VNP has been kind enough to illuminate a section of the TLT that is fairly uniform in width and height such that the average invasive species can amble through it without a flashlight and get the subterranean vibe without need of much courage. But there is kindness also in letting nature stand for itself, and because Hawaii is cool like that, VNP has left a much longer section of the tunnel—a portion less regular in width, height, and depth—dark and craggy and separated from tourists only by a gate and sign warning of its undeveloped nature and the absolute necessity of self-provided light sources beyond that point. Again, I have to hand it to the country of Hawaii for warning tourists of potential pitfalls and then leaving it to us to decide whether we’d like to face the very slight odds that the awesomeness that lies just around the bend could claim a life, perhaps my own.
Happily, le domestique had packed a headlamp, so we surfaced to the rainforest exterior and made our way back to our rental car, then returned to descend its murky maw. As she who is inordinately fond of dark, drippy, and slightly dangerous places, I pronounced the undeveloped part of the TLT an early trip nominee for Coolest Place Ever!
Sharing a single headlamp posed its challenges, but we held hands. Tightly. Tighter still when I noted the similarity in sights and sounds to the very creepy horror flick The Descent, wherein a swell group of nonnative species of the gal variety go spelunking only to encounter subterranean cannibalistic humanoids way scarier than any late-career Vincent Price could ever be. They sound like giggling cockroaches and look like this:
Let’s play an analogy game!
The humanoids in The Descent are to the Sleestaks of Land of the Lost…

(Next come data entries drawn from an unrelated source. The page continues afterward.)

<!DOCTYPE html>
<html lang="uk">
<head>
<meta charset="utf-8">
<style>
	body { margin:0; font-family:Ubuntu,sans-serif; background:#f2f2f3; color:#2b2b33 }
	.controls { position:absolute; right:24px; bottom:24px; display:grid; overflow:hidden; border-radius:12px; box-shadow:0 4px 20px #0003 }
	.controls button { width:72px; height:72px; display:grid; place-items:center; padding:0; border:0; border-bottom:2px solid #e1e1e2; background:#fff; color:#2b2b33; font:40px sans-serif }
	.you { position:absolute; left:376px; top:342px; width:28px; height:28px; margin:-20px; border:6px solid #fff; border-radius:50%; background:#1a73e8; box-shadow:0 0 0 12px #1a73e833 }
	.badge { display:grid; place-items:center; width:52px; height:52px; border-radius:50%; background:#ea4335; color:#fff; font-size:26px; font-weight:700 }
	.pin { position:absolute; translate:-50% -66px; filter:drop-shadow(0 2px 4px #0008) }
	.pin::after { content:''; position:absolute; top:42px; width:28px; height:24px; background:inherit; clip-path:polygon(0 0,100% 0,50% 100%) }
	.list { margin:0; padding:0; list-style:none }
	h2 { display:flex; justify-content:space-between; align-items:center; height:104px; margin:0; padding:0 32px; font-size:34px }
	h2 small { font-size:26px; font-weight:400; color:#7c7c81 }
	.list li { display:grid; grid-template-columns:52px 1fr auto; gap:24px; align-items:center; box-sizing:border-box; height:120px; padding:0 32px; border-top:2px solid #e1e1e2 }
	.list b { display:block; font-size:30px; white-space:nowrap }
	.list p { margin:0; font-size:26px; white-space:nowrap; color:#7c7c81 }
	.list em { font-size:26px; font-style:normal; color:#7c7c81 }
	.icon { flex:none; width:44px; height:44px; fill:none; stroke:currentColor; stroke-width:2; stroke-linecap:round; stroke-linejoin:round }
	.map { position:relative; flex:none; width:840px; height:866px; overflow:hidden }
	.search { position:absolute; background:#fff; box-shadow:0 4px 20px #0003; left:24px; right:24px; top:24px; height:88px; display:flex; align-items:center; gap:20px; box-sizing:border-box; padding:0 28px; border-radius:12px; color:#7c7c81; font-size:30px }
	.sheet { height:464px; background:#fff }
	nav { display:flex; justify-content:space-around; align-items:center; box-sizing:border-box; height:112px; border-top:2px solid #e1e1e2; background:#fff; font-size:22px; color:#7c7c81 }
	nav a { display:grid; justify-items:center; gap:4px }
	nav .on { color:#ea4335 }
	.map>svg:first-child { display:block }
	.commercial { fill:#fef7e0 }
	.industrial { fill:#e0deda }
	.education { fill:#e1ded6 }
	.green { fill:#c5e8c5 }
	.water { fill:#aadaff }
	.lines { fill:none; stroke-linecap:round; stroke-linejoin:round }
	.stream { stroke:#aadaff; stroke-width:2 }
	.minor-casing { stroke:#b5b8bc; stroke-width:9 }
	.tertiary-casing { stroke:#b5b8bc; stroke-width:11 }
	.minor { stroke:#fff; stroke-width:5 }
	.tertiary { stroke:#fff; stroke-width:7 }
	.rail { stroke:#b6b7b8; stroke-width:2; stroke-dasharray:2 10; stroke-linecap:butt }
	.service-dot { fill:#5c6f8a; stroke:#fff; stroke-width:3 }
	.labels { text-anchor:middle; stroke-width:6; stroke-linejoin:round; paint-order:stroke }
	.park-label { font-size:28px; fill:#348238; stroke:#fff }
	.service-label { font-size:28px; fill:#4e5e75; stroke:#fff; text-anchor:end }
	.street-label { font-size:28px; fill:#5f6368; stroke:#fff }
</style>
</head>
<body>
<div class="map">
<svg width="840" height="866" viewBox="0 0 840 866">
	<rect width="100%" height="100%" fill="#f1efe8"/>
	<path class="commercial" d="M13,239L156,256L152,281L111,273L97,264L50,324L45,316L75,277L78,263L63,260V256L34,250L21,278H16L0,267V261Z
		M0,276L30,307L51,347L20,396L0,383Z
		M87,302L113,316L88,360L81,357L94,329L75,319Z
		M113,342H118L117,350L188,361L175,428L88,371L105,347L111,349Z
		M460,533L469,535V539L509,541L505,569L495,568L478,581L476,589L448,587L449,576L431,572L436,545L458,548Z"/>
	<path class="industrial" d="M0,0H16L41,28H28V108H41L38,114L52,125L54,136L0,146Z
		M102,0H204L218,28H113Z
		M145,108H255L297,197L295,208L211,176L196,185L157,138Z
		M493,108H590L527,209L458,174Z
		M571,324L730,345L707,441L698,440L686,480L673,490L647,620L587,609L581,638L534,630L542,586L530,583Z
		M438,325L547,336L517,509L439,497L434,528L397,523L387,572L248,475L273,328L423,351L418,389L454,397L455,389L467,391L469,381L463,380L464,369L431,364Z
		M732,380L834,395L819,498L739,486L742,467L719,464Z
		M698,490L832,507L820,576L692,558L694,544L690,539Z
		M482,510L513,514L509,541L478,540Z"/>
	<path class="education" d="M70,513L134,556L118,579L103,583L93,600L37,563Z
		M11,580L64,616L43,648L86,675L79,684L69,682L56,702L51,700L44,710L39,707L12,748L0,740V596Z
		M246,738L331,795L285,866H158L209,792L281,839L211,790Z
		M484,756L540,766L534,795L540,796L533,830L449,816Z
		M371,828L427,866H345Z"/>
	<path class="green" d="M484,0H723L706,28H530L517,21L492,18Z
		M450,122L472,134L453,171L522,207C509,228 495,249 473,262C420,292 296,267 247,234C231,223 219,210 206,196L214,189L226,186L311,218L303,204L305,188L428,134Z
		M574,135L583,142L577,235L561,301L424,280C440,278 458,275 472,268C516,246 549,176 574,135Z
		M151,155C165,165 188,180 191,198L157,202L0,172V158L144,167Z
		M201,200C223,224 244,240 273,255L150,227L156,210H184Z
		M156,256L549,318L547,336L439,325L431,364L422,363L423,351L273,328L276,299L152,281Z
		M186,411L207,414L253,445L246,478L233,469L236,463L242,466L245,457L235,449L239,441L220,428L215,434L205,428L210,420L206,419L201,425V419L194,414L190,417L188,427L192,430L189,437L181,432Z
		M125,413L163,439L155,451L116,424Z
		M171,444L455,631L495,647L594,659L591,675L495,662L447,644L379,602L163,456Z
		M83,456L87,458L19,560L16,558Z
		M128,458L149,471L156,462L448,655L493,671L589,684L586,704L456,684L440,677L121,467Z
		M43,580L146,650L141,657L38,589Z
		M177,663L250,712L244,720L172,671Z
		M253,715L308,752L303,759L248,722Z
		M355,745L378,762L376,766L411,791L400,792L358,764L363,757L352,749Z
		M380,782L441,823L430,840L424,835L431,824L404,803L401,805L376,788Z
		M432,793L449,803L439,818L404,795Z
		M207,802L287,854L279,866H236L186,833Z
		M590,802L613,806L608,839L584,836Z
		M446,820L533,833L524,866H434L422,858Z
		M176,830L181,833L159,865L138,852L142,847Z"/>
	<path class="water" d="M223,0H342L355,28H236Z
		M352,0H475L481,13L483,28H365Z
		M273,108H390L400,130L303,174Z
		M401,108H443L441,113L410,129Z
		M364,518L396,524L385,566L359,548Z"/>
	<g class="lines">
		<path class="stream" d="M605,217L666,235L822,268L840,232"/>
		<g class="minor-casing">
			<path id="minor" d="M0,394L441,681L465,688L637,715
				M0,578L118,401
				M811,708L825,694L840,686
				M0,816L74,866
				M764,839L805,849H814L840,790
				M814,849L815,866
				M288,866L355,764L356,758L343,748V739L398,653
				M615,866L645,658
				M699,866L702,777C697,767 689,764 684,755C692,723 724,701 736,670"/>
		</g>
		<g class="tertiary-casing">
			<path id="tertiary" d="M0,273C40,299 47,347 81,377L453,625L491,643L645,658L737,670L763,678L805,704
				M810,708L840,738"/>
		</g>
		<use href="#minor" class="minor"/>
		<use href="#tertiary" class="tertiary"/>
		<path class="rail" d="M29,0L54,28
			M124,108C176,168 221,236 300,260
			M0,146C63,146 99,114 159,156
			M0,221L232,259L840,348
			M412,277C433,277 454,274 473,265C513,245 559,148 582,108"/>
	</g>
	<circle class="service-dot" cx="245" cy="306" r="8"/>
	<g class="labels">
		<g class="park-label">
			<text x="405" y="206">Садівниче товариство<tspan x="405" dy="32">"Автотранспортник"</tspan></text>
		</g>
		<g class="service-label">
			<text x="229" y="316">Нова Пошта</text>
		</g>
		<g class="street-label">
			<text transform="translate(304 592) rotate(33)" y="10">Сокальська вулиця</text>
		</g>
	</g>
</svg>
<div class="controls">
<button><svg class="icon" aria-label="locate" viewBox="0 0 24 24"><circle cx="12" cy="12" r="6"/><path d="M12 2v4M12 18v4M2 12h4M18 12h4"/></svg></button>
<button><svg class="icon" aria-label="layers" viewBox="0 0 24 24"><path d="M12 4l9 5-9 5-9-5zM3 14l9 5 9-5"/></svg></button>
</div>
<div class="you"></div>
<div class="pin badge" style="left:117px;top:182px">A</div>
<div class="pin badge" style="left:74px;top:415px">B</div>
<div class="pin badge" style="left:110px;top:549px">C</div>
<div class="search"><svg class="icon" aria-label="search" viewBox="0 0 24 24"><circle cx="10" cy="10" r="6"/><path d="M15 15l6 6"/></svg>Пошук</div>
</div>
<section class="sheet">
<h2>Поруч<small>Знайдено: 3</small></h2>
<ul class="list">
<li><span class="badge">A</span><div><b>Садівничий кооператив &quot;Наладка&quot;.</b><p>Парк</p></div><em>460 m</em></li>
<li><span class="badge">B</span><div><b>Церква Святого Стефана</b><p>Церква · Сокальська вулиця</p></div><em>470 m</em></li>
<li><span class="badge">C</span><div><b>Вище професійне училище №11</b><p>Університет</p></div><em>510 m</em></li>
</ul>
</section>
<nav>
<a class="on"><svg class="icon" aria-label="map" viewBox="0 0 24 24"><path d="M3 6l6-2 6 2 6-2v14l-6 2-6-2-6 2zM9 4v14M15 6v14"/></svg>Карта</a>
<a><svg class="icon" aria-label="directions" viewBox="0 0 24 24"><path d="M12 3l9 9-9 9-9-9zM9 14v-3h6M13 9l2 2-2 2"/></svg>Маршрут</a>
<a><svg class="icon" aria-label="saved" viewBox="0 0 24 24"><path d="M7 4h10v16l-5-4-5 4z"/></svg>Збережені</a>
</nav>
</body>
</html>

as the Thurston Lava Tube is to a ___________.
The dark side of TLT is the kind of place that makes a person feel brave and scared witless all at once—and maybe a little happier for the experience once it’s over, at which time I wanted to do it again. Not unlike riding a roller coaster backward, a terrifying proposition Magic Mountain (now Six Flags) used to occasionally offer up back in the day on its monster wooden coaster Colossus. I was never the bravest kid on the block, but the first rule of hanging out with boys is, Do as they do, and don’t cry about it. So I rode the damn roller coaster backward, never happier than when it finally pulled back into the station. Coming home from Hawaii hasn’t yielded that same sense of bewildered relief, but I know that if I overstayed my welcome there, the stigma of my invasive species status would eventually get me down. I had to return to my “native” soil, because unlike the coqui tree frog, I’m neither willing nor able to replicate myself 10,000-fold to claim my piece of the rain forest, especially when just a one-eighth share is enough to claim sovereign casino gambling rights. I’m waiting, my Blackfeet people.
Speaking of roller coasters, I apologize for any jarring segues, tangents, or abandoned roads you may have noted in the preceding text. My brain is currently laboring under the auspices of Her Royal Highness Mania, which bestows on my thought processes all the fluid melody of free jazz—and makes me think everything I’ve written is fucking brilliant! She’s a fun friend, until she’s not, at which time I may sheepishly delete this post and salt the cyberspace it once occupied.